**WHAT YOU ARE ASKED TO DO:**
Please return every record exactly as written, leaving out the pictures.

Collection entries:
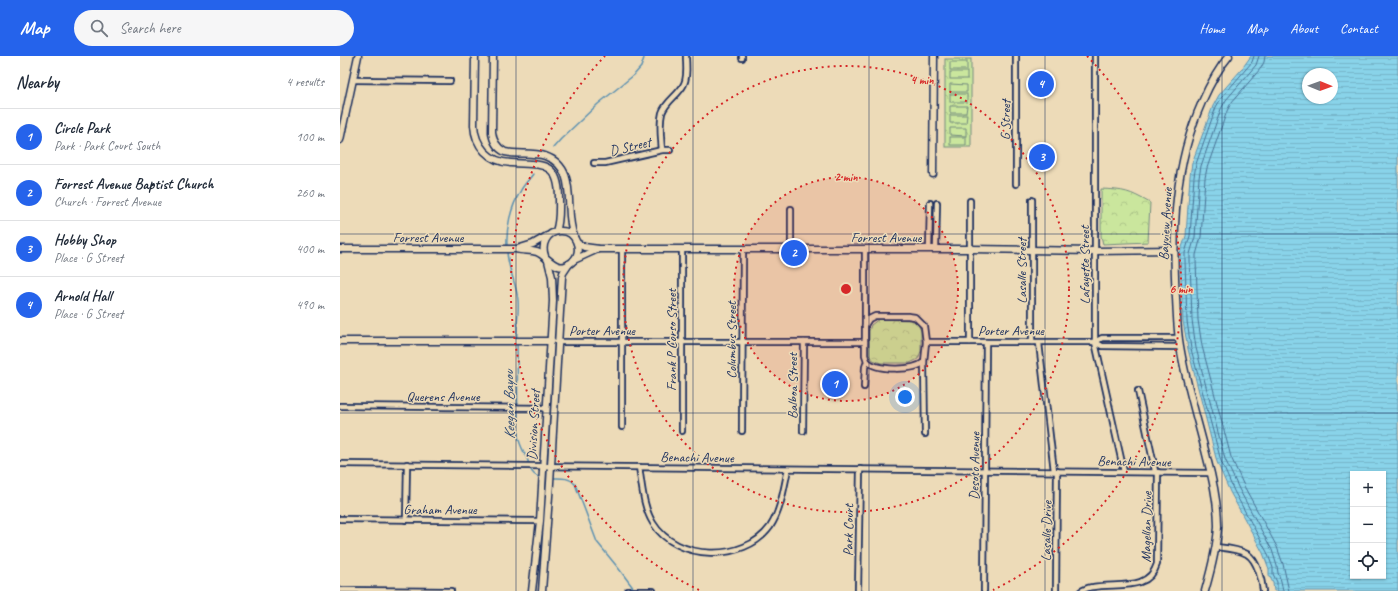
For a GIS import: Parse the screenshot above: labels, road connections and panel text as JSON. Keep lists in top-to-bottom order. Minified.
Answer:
{"streets":{"street":["G Street","D Street","Bayview Avenue","Forrest Avenue","Lafayette Street","Lasalle Street","Porter Avenue","Frank P Corso Street","Columbus Street","Balboa Street","Querens Avenue","Division Street","Benachi Avenue","Desoto Avenue","Graham Avenue","Magellan Drive","Park Court","Lasalle Drive"]},"crossings":[["Bayview Avenue","Forrest Avenue"],["Bayview Avenue","Porter Avenue"],["Bayview Avenue","Benachi Avenue"],["Forrest Avenue","Lafayette Street"],["Forrest Avenue","Lasalle Street"],["Forrest Avenue","Frank P Corso Street"],["Forrest Avenue","Columbus Street"],["Forrest Avenue","Division Street"],["Lafayette Street","Porter Avenue"],["Lafayette Street","Benachi Avenue"],["Lasalle Street","Porter Avenue"],["Porter Avenue","Frank P Corso Street"],["Porter Avenue","Columbus Street"],["Porter Avenue","Balboa Street"],["Porter Avenue","Division Street"],["Porter Avenue","Desoto Avenue"],["Querens Avenue","Division Street"],["Division Street","Benachi Avenue"],["Division Street","Graham Avenue"],["Benachi Avenue","Desoto Avenue"],["Benachi Avenue","Magellan Drive"],["Benachi Avenue","Park Court"],["Benachi Avenue","Lasalle Drive"]],"water":["Keegan Bayou"],"north":"right","page":{"header":"Map","search":"Search here","nav":["Home","Map","About","Contact"],"heading":["Nearby","4 results"],"pins":["4","3","2","1"],"list":[{"mark":"1","name":"Circle Park","note":"Park · Park Court South","value":"100 m"},{"mark":"2","name":"Forrest Avenue Baptist Church","note":"Church · Forrest Avenue","value":"260 m"},{"mark":"3","name":"Hobby Shop","note":"Place · G Street","value":"400 m"},{"mark":"4","name":"Arnold Hall","note":"Place · G Street","value":"490 m"}],"map_buttons":["+","−"]},"rings":["4 min","2 min","6 min"]}
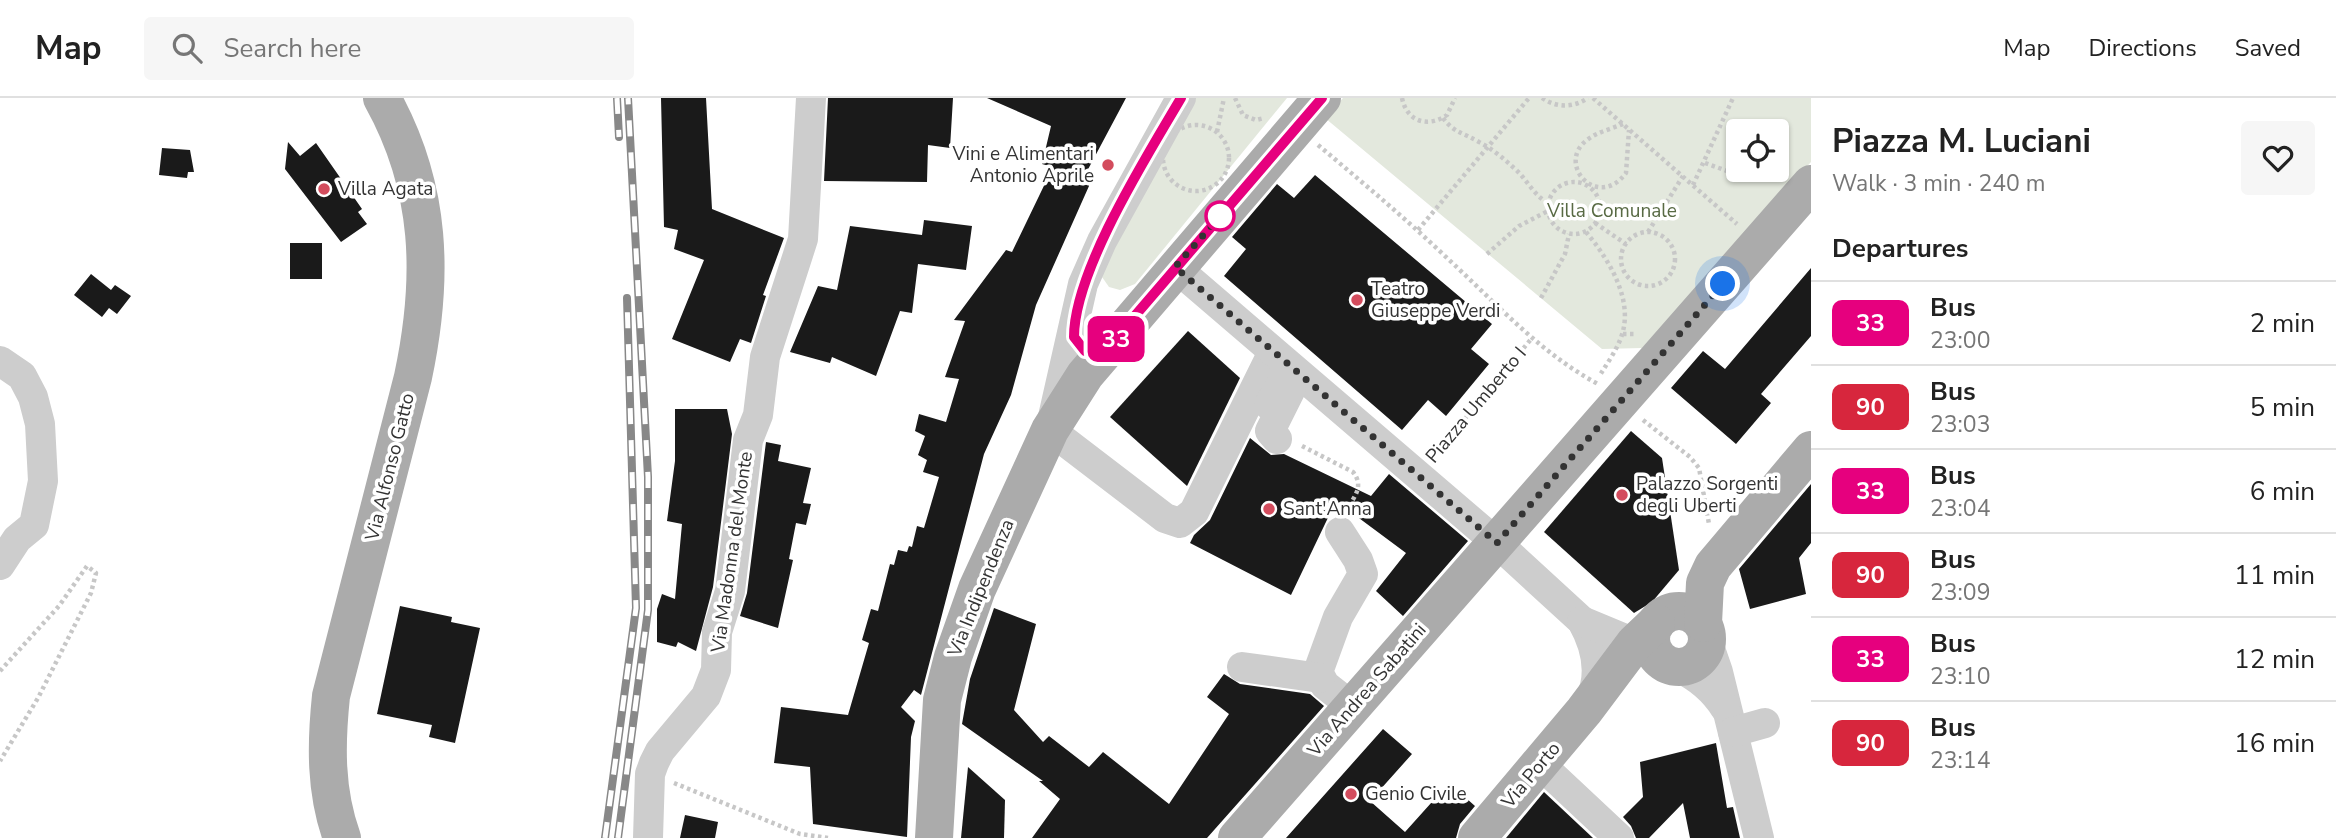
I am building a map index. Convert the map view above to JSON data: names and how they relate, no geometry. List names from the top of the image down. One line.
{"streets":{"main road":["Via Alfonso Gatto","Via Indipendenza","Via Andrea Sabatini","Via Porto"],"street":["Piazza Umberto I","Via Madonna del Monte"]},"crossings":[["Piazza Umberto I","Via Andrea Sabatini"]],"parks":["Villa Comunale"],"places":["Vini e Alimentari Antonio Aprile","Villa Agata","Teatro Giuseppe Verdi","Palazzo Sorgenti degli Uberti","Sant'Anna","Genio Civile"],"lines":["bus line 33"],"page":{"header":"Map","search":"Search here","nav":["Map","Directions","Saved"],"on_map":"33","heading":[["Piazza M. Luciani","Walk · 3 min · 240 m"],"Departures"],"list":[{"mark":"33","name":"Bus","note":"23:00","value":"2 min"},{"mark":"90","name":"Bus","note":"23:03","value":"5 min"},{"mark":"33","name":"Bus","note":"23:04","value":"6 min"},{"mark":"90","name":"Bus","note":"23:09","value":"11 min"},{"mark":"33","name":"Bus","note":"23:10","value":"12 min"},{"mark":"90","name":"Bus","note":"23:14","value":"16 min"}]}}
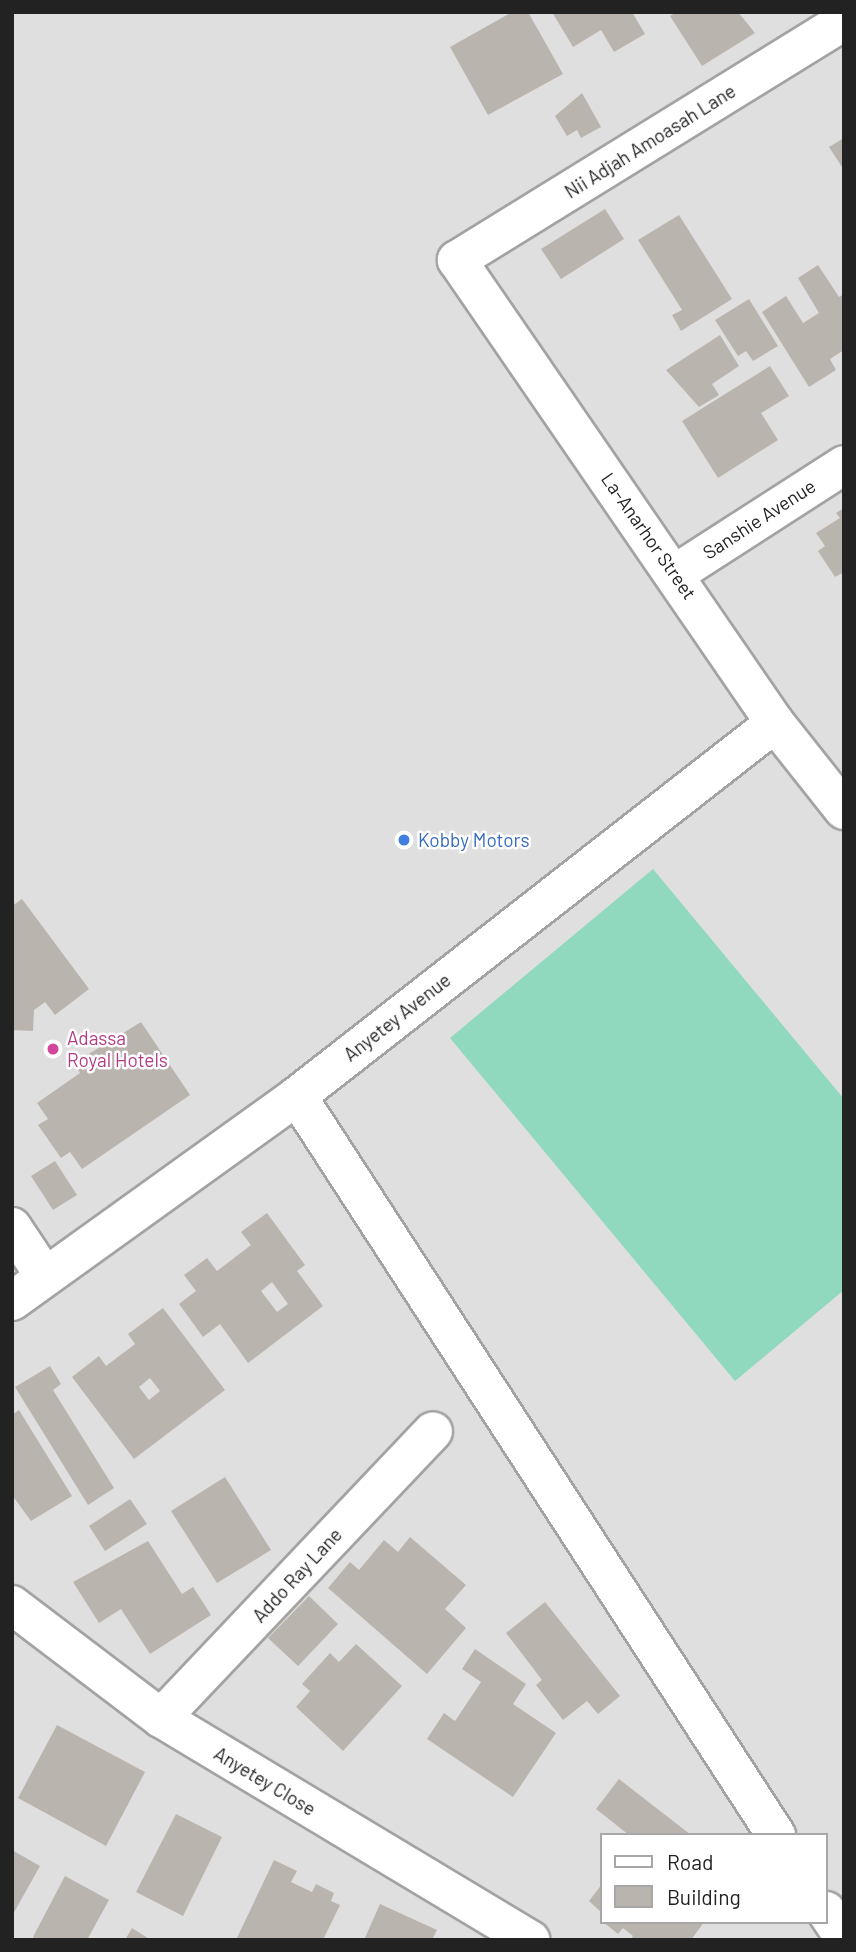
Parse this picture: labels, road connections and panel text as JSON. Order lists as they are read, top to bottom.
{
  "streets": {
    "street": [
      "Nii Adjah Amoasah Lane",
      "Sanshie Avenue",
      "La-Anarhor Street",
      "Anyetey Avenue",
      "Addo Ray Lane",
      "Anyetey Close"
    ]
  },
  "crossings": [
    ["Nii Adjah Amoasah Lane", "La-Anarhor Street"],
    ["Sanshie Avenue", "La-Anarhor Street"],
    ["La-Anarhor Street", "Anyetey Avenue"],
    ["Addo Ray Lane", "Anyetey Close"]
  ],
  "places": ["Kobby Motors", "Adassa Royal Hotels"],
  "legend": ["Road", "Building"]
}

**YOUR SOLUTION:**
For a GIS import: Parse the screenshot above: labels, road connections and panel text as JSON. Keep lists in top-to-bottom order. Minified.
Answer:
{"streets":{"street":["G Street","D Street","Bayview Avenue","Forrest Avenue","Lafayette Street","Lasalle Street","Porter Avenue","Frank P Corso Street","Columbus Street","Balboa Street","Querens Avenue","Division Street","Benachi Avenue","Desoto Avenue","Graham Avenue","Magellan Drive","Park Court","Lasalle Drive"]},"crossings":[["Bayview Avenue","Forrest Avenue"],["Bayview Avenue","Porter Avenue"],["Bayview Avenue","Benachi Avenue"],["Forrest Avenue","Lafayette Street"],["Forrest Avenue","Lasalle Street"],["Forrest Avenue","Frank P Corso Street"],["Forrest Avenue","Columbus Street"],["Forrest Avenue","Division Street"],["Lafayette Street","Porter Avenue"],["Lafayette Street","Benachi Avenue"],["Lasalle Street","Porter Avenue"],["Porter Avenue","Frank P Corso Street"],["Porter Avenue","Columbus Street"],["Porter Avenue","Balboa Street"],["Porter Avenue","Division Street"],["Porter Avenue","Desoto Avenue"],["Querens Avenue","Division Street"],["Division Street","Benachi Avenue"],["Division Street","Graham Avenue"],["Benachi Avenue","Desoto Avenue"],["Benachi Avenue","Magellan Drive"],["Benachi Avenue","Park Court"],["Benachi Avenue","Lasalle Drive"]],"water":["Keegan Bayou"],"north":"right","page":{"header":"Map","search":"Search here","nav":["Home","Map","About","Contact"],"heading":["Nearby","4 results"],"pins":["4","3","2","1"],"list":[{"mark":"1","name":"Circle Park","note":"Park · Park Court South","value":"100 m"},{"mark":"2","name":"Forrest Avenue Baptist Church","note":"Church · Forrest Avenue","value":"260 m"},{"mark":"3","name":"Hobby Shop","note":"Place · G Street","value":"400 m"},{"mark":"4","name":"Arnold Hall","note":"Place · G Street","value":"490 m"}],"map_buttons":["+","−"]},"rings":["4 min","2 min","6 min"]}
I am building a map index. Convert the map view above to JSON data: names and how they relate, no geometry. List names from the top of the image down. One line.
{"streets":{"main road":["Via Alfonso Gatto","Via Indipendenza","Via Andrea Sabatini","Via Porto"],"street":["Piazza Umberto I","Via Madonna del Monte"]},"crossings":[["Piazza Umberto I","Via Andrea Sabatini"]],"parks":["Villa Comunale"],"places":["Vini e Alimentari Antonio Aprile","Villa Agata","Teatro Giuseppe Verdi","Palazzo Sorgenti degli Uberti","Sant'Anna","Genio Civile"],"lines":["bus line 33"],"page":{"header":"Map","search":"Search here","nav":["Map","Directions","Saved"],"on_map":"33","heading":[["Piazza M. Luciani","Walk · 3 min · 240 m"],"Departures"],"list":[{"mark":"33","name":"Bus","note":"23:00","value":"2 min"},{"mark":"90","name":"Bus","note":"23:03","value":"5 min"},{"mark":"33","name":"Bus","note":"23:04","value":"6 min"},{"mark":"90","name":"Bus","note":"23:09","value":"11 min"},{"mark":"33","name":"Bus","note":"23:10","value":"12 min"},{"mark":"90","name":"Bus","note":"23:14","value":"16 min"}]}}
Parse this picture: labels, road connections and panel text as JSON. Order lists as they are read, top to bottom.
{
  "streets": {
    "street": [
      "Nii Adjah Amoasah Lane",
      "Sanshie Avenue",
      "La-Anarhor Street",
      "Anyetey Avenue",
      "Addo Ray Lane",
      "Anyetey Close"
    ]
  },
  "crossings": [
    ["Nii Adjah Amoasah Lane", "La-Anarhor Street"],
    ["Sanshie Avenue", "La-Anarhor Street"],
    ["La-Anarhor Street", "Anyetey Avenue"],
    ["Addo Ray Lane", "Anyetey Close"]
  ],
  "places": ["Kobby Motors", "Adassa Royal Hotels"],
  "legend": ["Road", "Building"]
}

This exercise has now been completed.